While the 8xH100 bare metal server can support over 1,000 concurrent requests to DBRX Base, we can see that the optimal cost is near 64 concurrent requests because the overall throughput declines above this. The minimum price per token we were able to achieve was $0.000158 per input token or $158.32 per million input tokens and $0.001259 per output token or $1,259.35 per million output tokens. It is also notable that the cost does not increase much in the range from 40 concurrent requests to 256 concurrent requests, providing a target utilisation range for self hosting.

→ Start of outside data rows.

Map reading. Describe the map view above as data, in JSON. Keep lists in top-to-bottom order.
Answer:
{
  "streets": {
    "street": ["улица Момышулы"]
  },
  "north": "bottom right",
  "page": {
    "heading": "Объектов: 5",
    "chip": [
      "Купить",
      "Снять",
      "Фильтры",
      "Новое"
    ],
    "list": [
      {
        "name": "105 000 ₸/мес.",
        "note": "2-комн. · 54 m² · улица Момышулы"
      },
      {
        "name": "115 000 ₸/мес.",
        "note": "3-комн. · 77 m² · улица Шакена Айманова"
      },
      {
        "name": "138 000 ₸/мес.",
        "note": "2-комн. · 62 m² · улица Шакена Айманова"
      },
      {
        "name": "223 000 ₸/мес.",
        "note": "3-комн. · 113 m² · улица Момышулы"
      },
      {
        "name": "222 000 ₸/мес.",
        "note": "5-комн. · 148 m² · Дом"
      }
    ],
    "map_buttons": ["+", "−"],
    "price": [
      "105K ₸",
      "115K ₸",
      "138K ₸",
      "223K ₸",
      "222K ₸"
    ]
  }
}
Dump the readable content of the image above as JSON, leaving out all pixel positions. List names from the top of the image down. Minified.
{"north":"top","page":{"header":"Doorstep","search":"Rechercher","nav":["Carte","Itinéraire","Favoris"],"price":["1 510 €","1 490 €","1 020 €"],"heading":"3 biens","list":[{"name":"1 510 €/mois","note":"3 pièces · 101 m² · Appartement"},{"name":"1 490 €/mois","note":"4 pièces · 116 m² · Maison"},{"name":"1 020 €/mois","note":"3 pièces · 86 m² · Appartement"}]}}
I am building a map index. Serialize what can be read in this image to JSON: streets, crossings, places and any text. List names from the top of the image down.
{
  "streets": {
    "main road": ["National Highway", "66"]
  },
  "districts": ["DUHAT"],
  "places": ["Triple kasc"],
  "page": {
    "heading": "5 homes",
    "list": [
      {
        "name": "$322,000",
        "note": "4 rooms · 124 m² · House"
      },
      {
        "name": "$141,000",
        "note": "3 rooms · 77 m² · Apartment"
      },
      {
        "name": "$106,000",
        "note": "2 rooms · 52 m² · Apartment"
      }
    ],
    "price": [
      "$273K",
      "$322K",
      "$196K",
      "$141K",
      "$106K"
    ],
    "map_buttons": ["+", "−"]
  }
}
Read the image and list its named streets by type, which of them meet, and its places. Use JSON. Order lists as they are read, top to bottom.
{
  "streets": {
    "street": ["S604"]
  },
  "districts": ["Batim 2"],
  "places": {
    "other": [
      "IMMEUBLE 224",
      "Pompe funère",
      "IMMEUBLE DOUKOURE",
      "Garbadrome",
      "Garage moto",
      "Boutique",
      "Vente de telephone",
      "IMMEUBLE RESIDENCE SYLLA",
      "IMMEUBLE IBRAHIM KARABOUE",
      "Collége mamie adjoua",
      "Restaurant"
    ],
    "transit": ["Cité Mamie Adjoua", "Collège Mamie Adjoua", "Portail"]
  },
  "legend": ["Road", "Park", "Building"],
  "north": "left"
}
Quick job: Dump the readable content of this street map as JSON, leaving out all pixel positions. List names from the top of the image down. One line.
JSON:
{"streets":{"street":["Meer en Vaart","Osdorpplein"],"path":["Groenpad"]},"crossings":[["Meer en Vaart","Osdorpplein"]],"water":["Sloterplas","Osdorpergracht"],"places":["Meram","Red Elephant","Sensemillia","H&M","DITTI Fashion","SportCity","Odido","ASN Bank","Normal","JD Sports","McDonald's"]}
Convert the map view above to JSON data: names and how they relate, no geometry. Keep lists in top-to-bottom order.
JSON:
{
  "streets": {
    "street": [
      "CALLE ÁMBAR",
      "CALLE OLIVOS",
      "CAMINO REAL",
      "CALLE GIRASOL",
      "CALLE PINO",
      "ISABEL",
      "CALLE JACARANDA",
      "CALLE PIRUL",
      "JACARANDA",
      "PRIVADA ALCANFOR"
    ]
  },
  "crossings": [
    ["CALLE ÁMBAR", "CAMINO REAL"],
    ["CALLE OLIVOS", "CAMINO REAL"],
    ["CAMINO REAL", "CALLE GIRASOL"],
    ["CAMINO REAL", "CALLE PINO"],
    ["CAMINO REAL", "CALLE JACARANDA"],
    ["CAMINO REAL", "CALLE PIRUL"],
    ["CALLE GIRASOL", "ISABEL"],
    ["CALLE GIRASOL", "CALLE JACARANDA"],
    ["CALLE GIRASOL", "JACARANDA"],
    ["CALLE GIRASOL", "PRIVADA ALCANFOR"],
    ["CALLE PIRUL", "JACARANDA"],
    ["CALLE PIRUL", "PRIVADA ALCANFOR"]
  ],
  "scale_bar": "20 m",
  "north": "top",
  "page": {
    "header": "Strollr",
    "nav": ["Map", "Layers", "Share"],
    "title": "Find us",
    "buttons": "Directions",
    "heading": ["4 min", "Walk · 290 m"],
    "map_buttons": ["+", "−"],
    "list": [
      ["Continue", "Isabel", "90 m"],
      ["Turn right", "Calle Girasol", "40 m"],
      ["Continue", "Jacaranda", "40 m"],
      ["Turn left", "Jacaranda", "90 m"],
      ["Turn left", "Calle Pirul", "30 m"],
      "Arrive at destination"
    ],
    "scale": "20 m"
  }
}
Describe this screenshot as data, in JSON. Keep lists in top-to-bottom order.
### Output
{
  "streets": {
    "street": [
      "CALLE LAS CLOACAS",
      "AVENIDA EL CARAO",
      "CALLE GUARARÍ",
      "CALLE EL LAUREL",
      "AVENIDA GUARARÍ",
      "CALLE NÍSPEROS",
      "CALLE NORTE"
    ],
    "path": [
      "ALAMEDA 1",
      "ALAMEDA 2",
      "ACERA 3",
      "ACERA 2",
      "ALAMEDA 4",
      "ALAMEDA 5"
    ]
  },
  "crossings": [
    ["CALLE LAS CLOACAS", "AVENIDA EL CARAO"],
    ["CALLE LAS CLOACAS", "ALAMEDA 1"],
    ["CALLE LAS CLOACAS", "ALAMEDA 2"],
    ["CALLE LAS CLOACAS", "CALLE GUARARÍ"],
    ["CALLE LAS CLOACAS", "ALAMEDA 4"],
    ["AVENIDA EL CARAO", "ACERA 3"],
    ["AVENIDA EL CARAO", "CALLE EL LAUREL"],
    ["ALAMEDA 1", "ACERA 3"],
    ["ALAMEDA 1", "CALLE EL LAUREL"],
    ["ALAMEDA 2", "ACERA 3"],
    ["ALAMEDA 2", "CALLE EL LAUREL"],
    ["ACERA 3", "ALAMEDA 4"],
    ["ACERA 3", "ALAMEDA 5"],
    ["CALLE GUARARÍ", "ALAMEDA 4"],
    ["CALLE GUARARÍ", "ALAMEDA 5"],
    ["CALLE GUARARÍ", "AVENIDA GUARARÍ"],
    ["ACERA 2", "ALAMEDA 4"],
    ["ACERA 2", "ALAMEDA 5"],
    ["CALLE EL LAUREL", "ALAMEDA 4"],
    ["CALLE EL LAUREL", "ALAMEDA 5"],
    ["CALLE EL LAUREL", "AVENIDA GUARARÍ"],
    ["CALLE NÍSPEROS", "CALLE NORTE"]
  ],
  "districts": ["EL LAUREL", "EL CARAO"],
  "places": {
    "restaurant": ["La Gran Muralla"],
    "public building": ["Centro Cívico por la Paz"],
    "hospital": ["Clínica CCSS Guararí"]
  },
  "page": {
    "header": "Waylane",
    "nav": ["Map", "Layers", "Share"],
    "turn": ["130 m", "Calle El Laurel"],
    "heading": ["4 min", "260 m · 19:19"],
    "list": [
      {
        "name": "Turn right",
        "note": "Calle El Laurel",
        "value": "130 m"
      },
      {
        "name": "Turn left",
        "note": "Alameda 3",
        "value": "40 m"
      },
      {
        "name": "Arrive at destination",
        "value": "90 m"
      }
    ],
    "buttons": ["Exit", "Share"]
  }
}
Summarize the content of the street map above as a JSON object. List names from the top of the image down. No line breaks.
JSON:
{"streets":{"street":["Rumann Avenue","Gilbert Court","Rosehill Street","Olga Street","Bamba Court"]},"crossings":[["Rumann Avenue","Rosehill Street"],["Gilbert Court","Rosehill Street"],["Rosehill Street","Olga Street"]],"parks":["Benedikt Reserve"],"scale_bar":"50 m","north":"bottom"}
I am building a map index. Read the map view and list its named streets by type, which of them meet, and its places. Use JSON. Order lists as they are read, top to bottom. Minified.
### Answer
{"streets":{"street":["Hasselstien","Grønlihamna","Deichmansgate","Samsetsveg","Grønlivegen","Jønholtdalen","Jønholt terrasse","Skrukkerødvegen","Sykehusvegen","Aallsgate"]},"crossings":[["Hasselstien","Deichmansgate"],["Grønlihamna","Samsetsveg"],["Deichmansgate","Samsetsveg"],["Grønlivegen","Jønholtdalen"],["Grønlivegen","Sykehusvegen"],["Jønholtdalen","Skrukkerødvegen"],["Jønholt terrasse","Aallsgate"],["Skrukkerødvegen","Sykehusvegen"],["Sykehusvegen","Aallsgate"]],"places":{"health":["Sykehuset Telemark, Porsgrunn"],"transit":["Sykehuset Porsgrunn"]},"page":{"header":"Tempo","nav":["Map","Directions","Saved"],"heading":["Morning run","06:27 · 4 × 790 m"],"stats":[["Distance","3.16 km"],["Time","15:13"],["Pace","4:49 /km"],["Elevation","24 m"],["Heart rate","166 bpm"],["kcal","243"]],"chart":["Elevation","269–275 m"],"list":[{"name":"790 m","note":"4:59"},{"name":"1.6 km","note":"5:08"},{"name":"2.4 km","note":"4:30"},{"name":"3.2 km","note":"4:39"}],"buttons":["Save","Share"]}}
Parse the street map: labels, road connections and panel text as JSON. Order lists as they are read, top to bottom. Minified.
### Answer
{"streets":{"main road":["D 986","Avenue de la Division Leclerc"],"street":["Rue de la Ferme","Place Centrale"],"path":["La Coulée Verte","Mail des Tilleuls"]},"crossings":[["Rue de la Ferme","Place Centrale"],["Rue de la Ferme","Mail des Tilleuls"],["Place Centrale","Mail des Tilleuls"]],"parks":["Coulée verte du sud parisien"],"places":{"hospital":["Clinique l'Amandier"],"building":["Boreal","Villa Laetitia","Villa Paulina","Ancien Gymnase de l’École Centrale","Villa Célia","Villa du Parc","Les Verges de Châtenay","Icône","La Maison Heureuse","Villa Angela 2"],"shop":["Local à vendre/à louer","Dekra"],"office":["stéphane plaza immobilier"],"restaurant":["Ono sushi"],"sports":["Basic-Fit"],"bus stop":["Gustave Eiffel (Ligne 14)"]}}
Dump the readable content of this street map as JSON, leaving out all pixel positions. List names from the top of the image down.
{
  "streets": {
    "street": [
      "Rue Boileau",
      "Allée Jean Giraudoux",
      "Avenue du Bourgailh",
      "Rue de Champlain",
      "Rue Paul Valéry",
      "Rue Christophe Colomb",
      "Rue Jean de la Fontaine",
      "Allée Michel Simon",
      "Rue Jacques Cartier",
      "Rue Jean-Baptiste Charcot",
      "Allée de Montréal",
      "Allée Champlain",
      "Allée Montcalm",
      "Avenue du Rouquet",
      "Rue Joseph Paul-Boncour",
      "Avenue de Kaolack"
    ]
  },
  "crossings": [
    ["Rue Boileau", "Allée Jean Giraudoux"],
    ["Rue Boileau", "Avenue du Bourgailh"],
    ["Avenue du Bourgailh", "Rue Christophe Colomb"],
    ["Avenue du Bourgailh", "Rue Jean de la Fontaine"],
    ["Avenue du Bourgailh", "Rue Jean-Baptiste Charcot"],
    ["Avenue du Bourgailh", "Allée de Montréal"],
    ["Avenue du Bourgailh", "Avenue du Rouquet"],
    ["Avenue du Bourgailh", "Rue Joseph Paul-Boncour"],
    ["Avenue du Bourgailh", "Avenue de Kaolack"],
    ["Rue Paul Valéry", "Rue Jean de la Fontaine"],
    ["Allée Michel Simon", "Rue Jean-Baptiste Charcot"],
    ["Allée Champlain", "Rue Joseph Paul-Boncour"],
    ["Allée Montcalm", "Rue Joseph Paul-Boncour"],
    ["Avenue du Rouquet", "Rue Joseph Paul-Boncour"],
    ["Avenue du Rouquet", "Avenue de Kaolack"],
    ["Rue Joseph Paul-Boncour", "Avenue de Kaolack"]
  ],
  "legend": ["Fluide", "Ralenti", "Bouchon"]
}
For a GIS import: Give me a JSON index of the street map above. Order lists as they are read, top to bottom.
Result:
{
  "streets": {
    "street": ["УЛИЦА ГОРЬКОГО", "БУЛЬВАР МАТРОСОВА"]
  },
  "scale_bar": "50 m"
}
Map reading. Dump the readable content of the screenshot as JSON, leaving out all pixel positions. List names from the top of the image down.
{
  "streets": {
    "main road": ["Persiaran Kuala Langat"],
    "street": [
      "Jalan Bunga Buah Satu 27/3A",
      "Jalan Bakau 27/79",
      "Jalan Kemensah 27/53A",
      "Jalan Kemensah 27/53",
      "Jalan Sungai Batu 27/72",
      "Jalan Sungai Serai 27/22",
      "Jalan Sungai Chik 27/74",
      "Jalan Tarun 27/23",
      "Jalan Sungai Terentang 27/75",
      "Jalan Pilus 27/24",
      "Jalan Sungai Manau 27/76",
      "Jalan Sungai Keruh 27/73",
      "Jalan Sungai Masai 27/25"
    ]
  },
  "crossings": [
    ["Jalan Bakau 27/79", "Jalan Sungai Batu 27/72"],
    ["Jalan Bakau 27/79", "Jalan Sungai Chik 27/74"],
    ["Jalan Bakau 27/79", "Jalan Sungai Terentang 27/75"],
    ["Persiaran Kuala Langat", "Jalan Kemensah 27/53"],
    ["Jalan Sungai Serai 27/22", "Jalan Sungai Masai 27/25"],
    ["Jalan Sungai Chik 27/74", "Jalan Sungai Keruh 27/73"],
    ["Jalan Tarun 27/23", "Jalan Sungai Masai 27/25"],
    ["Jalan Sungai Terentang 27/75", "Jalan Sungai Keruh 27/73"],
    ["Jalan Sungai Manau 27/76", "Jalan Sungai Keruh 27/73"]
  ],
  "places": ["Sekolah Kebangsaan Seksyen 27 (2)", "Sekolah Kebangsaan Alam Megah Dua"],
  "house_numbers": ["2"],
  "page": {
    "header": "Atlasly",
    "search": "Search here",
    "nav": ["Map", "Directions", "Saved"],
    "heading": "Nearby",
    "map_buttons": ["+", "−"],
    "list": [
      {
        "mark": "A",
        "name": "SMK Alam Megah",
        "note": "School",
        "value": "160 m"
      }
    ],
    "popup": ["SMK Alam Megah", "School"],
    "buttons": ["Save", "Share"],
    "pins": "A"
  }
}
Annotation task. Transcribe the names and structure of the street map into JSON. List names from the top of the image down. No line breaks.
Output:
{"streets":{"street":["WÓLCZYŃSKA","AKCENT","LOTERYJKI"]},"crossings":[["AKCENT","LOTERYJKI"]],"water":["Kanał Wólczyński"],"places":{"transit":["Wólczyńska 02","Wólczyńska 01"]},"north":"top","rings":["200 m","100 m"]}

While Databricks has not made their cost per token for the API access to DBRX publicly available (and declined to respond when I requested this information), these prices are higher than Open AI’s prices for GPT-4 Turbo, one of the most expensive models available today. This means self-hosting without further inference optimisation is likely not the lowest cost option. Databricks has partnered with Nvidia to implement TensorRT to decrease latency and provided an example in the TensorRT-LLM Github repo. While they do not publish metrics around how much TensorRT has sped up inference on DBRX, Nvidia has reported a 4x - 8x increase in inference performance with other models.
For those who prioritise data privacy and sovereignty, self-hosting is still the best option, despite the higher cost. At Ori we work with customers to build custom private clouds and we offer VMs, bare metal servers and serverless Kubernetes through our public cloud where you can fine-tune and run inference without exposing your data to model providers such as Databricks.
We’ve now covered how to use BeFOri to calculate a cost per input and output token for self hosted models and applied this methodology to the DBRX Base model from Databricks. We hope this provides a helpful tutorial for anyone interested in performing a similar cost analysis or running DBRX themselves.
One major critique we see of this analysis is the short prompt length (63.9 tokens on average) and short response lengths (144.1 tokens on average). These decisions were made to decrease the time to run benchmarks as this is meant illustrate the methodology. We are hard at work on providing future benchmarks with a more realistic input prompts and longer response lengths to provide more usable benchmarks. Part of this effort includes improving the prompt sampling in BeFOri to move away from randomly selecting from a repository of Shakespearean sonnets to more realistic prompts. Beyond these improvements, we are also looking to integrate inferencing engines like TensorRT into BeFOri so we can benchmark the optimisation and verify Nvidia's results. Stay tuned for new blog posts and content with these updates.
That being said, our analysis did determine for DBRX Base running on a 8xH100 PCIe bare metal server, you should aim to run between 40 and 256 concurrent requests for optimal cost and throughput. Within this range you can expect to pay $158 to $202 per million input tokens and $1,259 - $1,489 per million output tokens.